Milford Sound — Piopiotahi (Fiordland)
Iconic fjord of Fiordland National Park (South Island), at the heart of Te Wāhipounamu UNESCO-inscribed in 1990 (2.6 million hectares, one of the last intact Gondwana reserves on Earth). The fjord stretches 15 km from the Tasman Sea inland, dominated by Mitre Peak (1,692 m) plunging straight into the water, lined by towering waterfalls (Stirling Falls 151 m, Bowen Falls 162 m). Daily cruises (2 h, ~NZ$100-150) from Milford Sound Village, accessible from Te Anau via the spectacular SH94 road (118 km, ~2 h, must-drive with stops at Mirror Lakes, The Chasm, Homer Tunnel 1,270 m).

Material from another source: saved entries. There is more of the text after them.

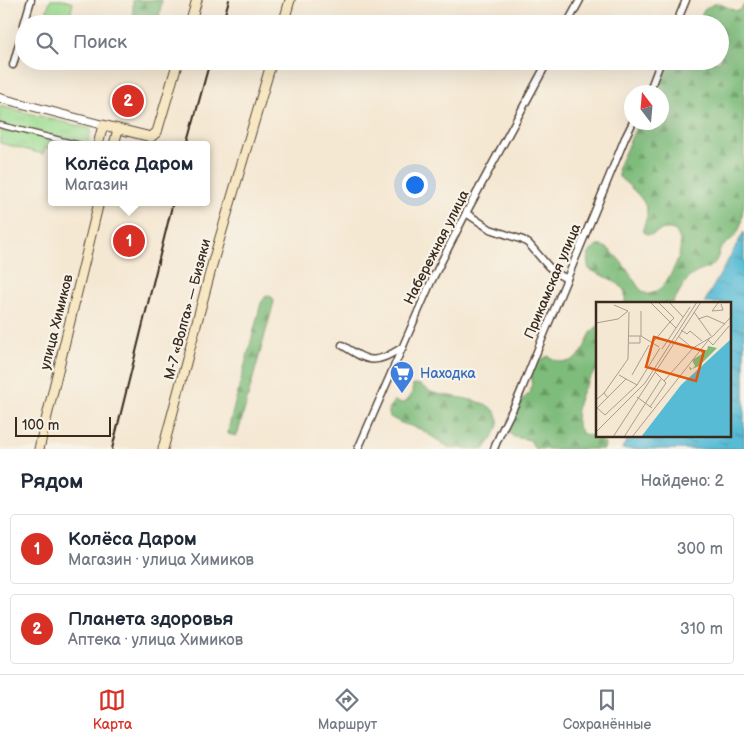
<!DOCTYPE html>
<html lang="ru">
<head>
<meta charset="utf-8">
<style>
	:root { --surface:#fff; --page:#f6f6f7; --text:#1f2937; --muted:#747a83; --line:#e0e1e3; --accent:#d93025 }
	body { margin:0; font-family:"Balsamiq Sans",sans-serif; background:var(--page); color:var(--text) }
	.compass { position:absolute; left:624px; top:85px; width:45px; height:45px; border-radius:50%; background:var(--surface); box-shadow:0 5px 20px #0002; rotate:344deg }
	.scale { position:absolute; left:15px; bottom:12px; width:96px; box-sizing:border-box; padding-left:5px; border:2px solid #3b2a1e; border-top:0; font-size:14px; line-height:18px; white-space:nowrap; color:#3b2a1e; -webkit-text-stroke:4px #f7f3e8; paint-order:stroke }
	.you { position:absolute; left:414px; top:184px; width:18px; height:18px; margin:-12px; border:4px solid #fff; border-radius:50%; background:#1a73e8; box-shadow:0 0 0 8px #1a73e833 }
	.badge { display:grid; place-items:center; width:32px; height:32px; border-radius:50%; background:var(--accent); color:#fff; font-size:16px; font-weight:700 }
	.pin { position:absolute; translate:-50% -50%; border:2px solid #fff; box-shadow:0 1px 5px #0006 }
	.popup { position:absolute; left:48px; top:141px; width:162px; height:65px; box-sizing:border-box; display:grid; place-content:center; border-radius:5px; background:var(--surface); filter:drop-shadow(0 1px 4px #0005); font-size:16px; white-space:nowrap; color:var(--muted) }
	.popup b { font-size:19px; color:var(--text) }
	.popup::after { content:''; position:absolute; left:50%; top:100%; margin-left:-10px; border:10px solid transparent; border-top-color:var(--surface) }
	.list { margin:0; padding:0; list-style:none }
	h2 { display:flex; justify-content:space-between; align-items:center; height:65px; margin:0; padding:0 20px; font-size:21px }
	h2 small { font-size:16px; font-weight:400; color:var(--muted) }
	.list li { display:grid; grid-template-columns:32px 1fr auto; gap:15px; align-items:center; box-sizing:border-box; height:70px; margin:0 10px 10px; padding:0 10px; border:1px solid var(--line); border-radius:5px }
	.list b { display:block; font-size:19px; white-space:nowrap }
	.list p { margin:0; font-size:16px; white-space:nowrap; color:var(--muted) }
	.list em { font-size:16px; font-style:normal; color:var(--muted) }
	.icon { flex:none; width:28px; height:28px; fill:none; stroke:currentColor; stroke-width:2; stroke-linecap:round; stroke-linejoin:round }
	.map { position:relative; flex:none; width:744px; height:449px; overflow:hidden }
	.search { position:absolute; background:var(--surface); box-shadow:0 5px 20px #0002; left:15px; right:15px; top:15px; height:55px; display:flex; align-items:center; gap:12px; box-sizing:border-box; padding:0 18px; border-radius:28px; color:var(--muted); font-size:19px }
	.sheet { height:225px; background:var(--surface) }
	nav { display:flex; justify-content:space-around; align-items:center; box-sizing:border-box; height:70px; border-top:1px solid var(--line); background:var(--surface); font-size:14px; color:var(--muted) }
	nav a { display:grid; justify-items:center; gap:2px }
	nav .on { color:var(--accent) }
	.map>svg:first-child { display:block }
	.grass { fill:#9ddc91; stroke:#6c8358 }
	.forest { fill:url(#forest-firs); stroke:#5c734c }
	.park { fill:url(#park-tufts); stroke:#6c8358 }
	.water { fill:url(#water-ripples); stroke:#49727a }
	.lines { fill:none; stroke-linecap:round; stroke-linejoin:round }
	.pedestrian-casing { stroke:#574639; stroke-width:7 }
	.minor-casing { stroke:#574639; stroke-width:9 }
	.tertiary-casing { stroke:#574639; stroke-width:10 }
	.secondary-casing { stroke:#574639; stroke-width:11 }
	.pedestrian { stroke:#fff; stroke-width:4.5 }
	.minor { stroke:#fff; stroke-width:6 }
	.tertiary { stroke:#fff; stroke-width:8 }
	.secondary { stroke:#f7e8c3; stroke-width:9 }
	.rail { stroke:#3b2a1e; stroke-width:2 }
	.labels { text-anchor:middle; stroke-width:4.5; stroke-linejoin:round; paint-order:stroke }
	.street-label { font-size:14px; fill:#3b2a1e; stroke:#f7f3e8 }
	.shop-label { font-size:14px; fill:#366cbe; stroke:#f7f3e8; text-anchor:start }
	.inset-road { fill:none; stroke:#ab9c8b; stroke-width:1 }
	.view { fill:#df570d; fill-opacity:0.15; stroke:#df570d; stroke-width:2.5 }
	.inset-edge { fill:none; stroke:#3b2a1e; stroke-width:2.5 }
</style>
</head>
<body>
<div class="map">
<svg width="744" height="449" viewBox="0 0 744 449">
	<defs>
		<pattern id="forest-firs" width="22" height="20" patternUnits="userSpaceOnUse" patternTransform="scale(1.25)"><rect width="22" height="20" fill="#7ebc7b"/><path d="M5 1l3.5 6h-7zM16 11l3.5 6h-7z" fill="#689964"/></pattern>
		<pattern id="park-tufts" width="24" height="20" patternUnits="userSpaceOnUse" patternTransform="scale(1.25)"><rect width="24" height="20" fill="#9ddc91"/><path d="M3 7l-1-3M5 7V3M7 7l1-3M15 17l-1-3M17 17v-4M19 17l1-3" fill="none" stroke="#88bd7d"/></pattern>
		<pattern id="water-ripples" width="26" height="14" patternUnits="userSpaceOnUse" patternTransform="scale(1.25)"><rect width="26" height="14" fill="#57bbd5"/><path d="M2 4q2-2 4 0t4 0M15 11q2-2 4 0t4 0" fill="none" stroke="#4998ac"/></pattern>
	</defs>
	<rect width="100%" height="100%" fill="#f7f3e8"/>
	<filter id="ink" filterUnits="userSpaceOnUse"><feTurbulence type="fractalNoise" baseFrequency=".02" numOctaves="2"/><feDisplacementMap in="SourceGraphic" scale="10" xChannelSelector="R" yChannelSelector="G"/><feConvolveMatrix kernelMatrix="1 2 1 2 8 2 1 2 1" color-interpolation-filters="sRGB"/></filter>
	<filter id="wash" filterUnits="userSpaceOnUse"><feTurbulence type="fractalNoise" baseFrequency=".0096" numOctaves="4" result="noise"/><feDisplacementMap in="SourceGraphic" scale="20" xChannelSelector="R" yChannelSelector="G"/><feGaussianBlur stdDeviation="1.12" result="paint"/><feColorMatrix in="noise" values="0 0 0 0 0 0 0 0 0 0 0 0 0 0 0 0 0 1.4 0 .05"/><feComposite in="paint" operator="in"/></filter>
	<g filter="url(#wash)">
		<rect width="100%" height="100%" fill="#f5e8d3"/>
		<polygon class="grass" points="50,0 63,0 73,3 68,24 43,24"/>
		<g class="forest">
			<polygon points="133,0 162,0 158,24 131,24 133,17"/>
			<path d="M718,3l18,8 4,-1 4,-6v197l-3,23 -3,8 -5,6 -13,11c-5,26 -20,16 -33,31 -6,7 -9,16 -15,23h-47v-11c-8,-14 -23,-15 -36,-23 -1,-5 -3,-10 0,-15 16,-29 44,28 52,36 2,1 4,3 6,4 17,1 36,-38 33,-52 0,-4 -3,-8 -4,-11 -17,-8 -22,10 -32,1 -2,-8 4,-12 3,-20 0,-12 -19,-27 -28,-35l-1,-10 20,-44 24,-1v-30h-11l13,-26 5,-5h51l2,-8 -2,-29h-20c0,-13 6,-18 18,-21z"/>
			<polygon points="266,296 269,296 273,298 274,302 238,433 236,436 228,434 229,426 261,303"/>
			<path d="M598,326v43c-13,11 -29,45 -18,61 4,7 14,5 21,8l4,7 -1,4h-69l-5,-9 -16,-3 -6,-5c-2,-16 10,-29 22,-39 5,-19 -5,-25 18,-37 13,8 26,9 35,-6 5,-9 5,-17 15,-24z"/>
			<path d="M417,384c6,2 9,5 14,8 15,6 62,5 67,25 3,11 -8,23 -13,32l-35,-1 -30,-19 -19,-6 -11,-6 -2,-7 6,-10 4,3c12,1 14,-9 15,-18z"/>
		</g>
		<polygon class="park" points="0,106 91,129 87,145 52,145 51,149 45,148 43,154 0,143"/>
		<polygon class="water" points="744,232 744,449 622,449 629,435 730,435 730,303 704,303"/>
	</g>
	<g filter="url(#ink)">
		<g class="lines">
			<defs>
				<polyline id="pedestrian" points="0,125 80,145"/>
				<g id="minor">
					<polyline points="24,24 31,0"/>
					<polyline points="567,24 580,0"/>
					<polyline points="676,24 686,0"/>
					<polyline points="13,65 24,26"/>
					<polyline points="649,92 661,61"/>
					<polyline points="466,213 490,229 523,240 529,244 548,266 556,273 567,279"/>
					<path d="M342,345c28,18 32,20 61,2"/>
					<polyline points="358,449 431,282 466,213 548,61"/>
					<path d="M494,449c7,-20 19,-38 27,-58 34,-85 70,-169 104,-253l8,-16"/>
				</g>
				<polyline id="tertiary" points="0,98 103,125"/>
				<g id="secondary">
					<polyline points="190,24 197,0"/>
					<polyline points="283,24 290,0"/>
					<polyline points="151,137 157,132 178,61"/>
					<polyline points="98,145 103,125 151,137"/>
					<polyline points="114,145 118,129"/>
					<polyline points="39,449 99,202"/>
					<polyline points="163,449 214,258 272,61"/>
				</g>
			</defs>
			<use href="#pedestrian" class="pedestrian-casing"/>
			<use href="#minor" class="minor-casing"/>
			<use href="#tertiary" class="tertiary-casing"/>
			<use href="#secondary" class="secondary-casing"/>
			<use href="#pedestrian" class="pedestrian"/>
			<use href="#minor" class="minor"/>
			<use href="#tertiary" class="tertiary"/>
			<use href="#secondary" class="secondary"/>
			<g class="rail">
				<polyline points="222,24 229,0"/>
				<polyline points="187,145 210,61"/>
				<polyline points="112,449 173,202"/>
			</g>
		</g>
	</g>
	<defs>
		<symbol id="supermarket-pin" viewBox="-11 -11 22 30"><path d="M0 17L-7.5 6A9.5 9.5 0 1 1 7.5 6Z" fill="#3f7fe0" stroke="#f7f3e8"/><path d="M-6-5.5h2.5l.6 2H6L4.5 2H-2.5L-4.4-4H-6ZM-1.5 3.2a1.3 1.3 0 1 0 .1 0ZM3 3.2a1.3 1.3 0 1 0 .1 0Z" fill="#fff"/></symbol>
	</defs>
	<g fill-rule="evenodd">
		<use href="#supermarket-pin" x="388" y="359" width="28" height="38"/>
	</g>
	<g class="labels">
		<g class="street-label">
			<text transform="translate(436 247) rotate(-63)" y="5">Набережная улица</text>
			<text transform="translate(552 281) rotate(-67)" y="5">Прикамская улица</text>
			<text transform="translate(187 309) rotate(-75)" y="5">М-7 «Волга» — Бизяки</text>
			<text transform="translate(56 322) rotate(-76)" y="5">улица Химиков</text>
		</g>
		<g class="shop-label">
			<text x="420" y="378">Находка</text>
		</g>
	</g>
	<g transform="translate(596 302)">
		<rect width="135" height="135" fill="#f5e8d3"/>
		<path d="M112,44l9,2 -18,18 -9,4 -1,-4 3,3 3,-3 -3,-6 10,-6 -1,-3 6,-1z" fill="#7ebc7b"/>
		<path d="M135,37v98h-90l40,-52z" fill="#57bbd5"/>
		<path class="inset-road" d="M54,0l26,26M62,0l16,16 -4,4M73,0l14,15M122,1l-6,8 11,-1 -2,-6M18,3l14,6M98,10l17,24M102,17l9,-3 18,8M0,21l22,-4 10,-8M85,28l6,4 3,-3 12,10M33,34h12l18,11M45,34v-25M82,34l12,10M112,38l5,5 16,-19M58,39l16,-19M33,41h11v-7M66,47l28,-42M36,73l17,-30M68,79l29,-33 20,-12 18,-19M41,83l23,-37M8,91l24,-34 1,-47M41,95l15,11M0,98l8,-7 4,5M0,105l9,8 32,-30 -18,-10M54,105l16,-24 -11,-11M1,106l29,-29M0,130l49,-49 52,-81M17,135l88,-135M28,135l37,-58M36,135l78,-99"/>
		<path class="view" d="M58,35l50,14 -8,30 -50,-14z"/>
		<rect width="135" height="135" class="inset-edge"/>
	</g>
</svg>
<svg class="compass" viewBox="-18 -18 36 36"><path d="M0-13l5 13h-10z" fill="#e53935"/><path d="M0 13l5-13h-10z" fill="#747a83"/></svg>
<div class="scale">100 m</div>
<div class="you"></div>
<div class="pin badge" style="left:129px;top:241px">1</div>
<div class="popup"><b>Колёса Даром</b>Магазин</div>
<div class="pin badge" style="left:128px;top:101px">2</div>
<div class="search"><svg class="icon" aria-label="search" viewBox="0 0 24 24"><circle cx="10" cy="10" r="6"/><path d="M15 15l6 6"/></svg>Поиск</div>
</div>
<section class="sheet">
<h2>Рядом<small>Найдено: 2</small></h2>
<ul class="list">
<li><span class="badge">1</span><div><b>Колёса Даром</b><p>Магазин · улица Химиков</p></div><em>300 m</em></li>
<li><span class="badge">2</span><div><b>Планета здоровья</b><p>Аптека · улица Химиков</p></div><em>310 m</em></li>
</ul>
</section>
<nav>
<a class="on"><svg class="icon" aria-label="map" viewBox="0 0 24 24"><path d="M3 6l6-2 6 2 6-2v14l-6 2-6-2-6 2zM9 4v14M15 6v14"/></svg>Карта</a>
<a><svg class="icon" aria-label="directions" viewBox="0 0 24 24"><path d="M12 3l9 9-9 9-9-9zM9 14v-3h6M13 9l2 2-2 2"/></svg>Маршрут</a>
<a><svg class="icon" aria-label="saved" viewBox="0 0 24 24"><path d="M7 4h10v16l-5-4-5 4z"/></svg>Сохранённые</a>
</nav>
</body>
</html>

Rudyard Kipling famously called Milford Sound the « eighth wonder of the world » during his visit in 1891. Technically, it's NOT a sound (drowned river estuary) but a FJORD (drowned glacial valley) — the misclassification dates back to 19th-century British cartographers. Rainfall reaches 6,800 mm/year (one of the wettest inhabited places on Earth), which explains the proliferation of temporary waterfalls after every rain — cruising in the rain is actually spectacular. The fjord was carved by Pleistocene glaciers between 100,000 and 20,000 years ago, reaching depths of 291 m. Whales, Hector's dolphins and fur seals are frequently observed.